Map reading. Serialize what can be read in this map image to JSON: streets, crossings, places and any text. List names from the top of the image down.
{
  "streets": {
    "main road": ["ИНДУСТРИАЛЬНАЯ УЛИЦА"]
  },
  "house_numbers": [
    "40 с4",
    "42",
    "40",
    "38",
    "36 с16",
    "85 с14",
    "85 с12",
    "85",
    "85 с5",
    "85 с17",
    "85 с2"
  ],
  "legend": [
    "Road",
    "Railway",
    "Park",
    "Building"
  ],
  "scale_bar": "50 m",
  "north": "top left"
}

==========

Retype the complete listing verbatim.

Answer space:
Map reading. Serialize what can be read in this map image to JSON: streets, crossings, places and any text. List names from the top of the image down.
{
  "streets": {
    "main road": ["ИНДУСТРИАЛЬНАЯ УЛИЦА"]
  },
  "house_numbers": [
    "40 с4",
    "42",
    "40",
    "38",
    "36 с16",
    "85 с14",
    "85 с12",
    "85",
    "85 с5",
    "85 с17",
    "85 с2"
  ],
  "legend": [
    "Road",
    "Railway",
    "Park",
    "Building"
  ],
  "scale_bar": "50 m",
  "north": "top left"
}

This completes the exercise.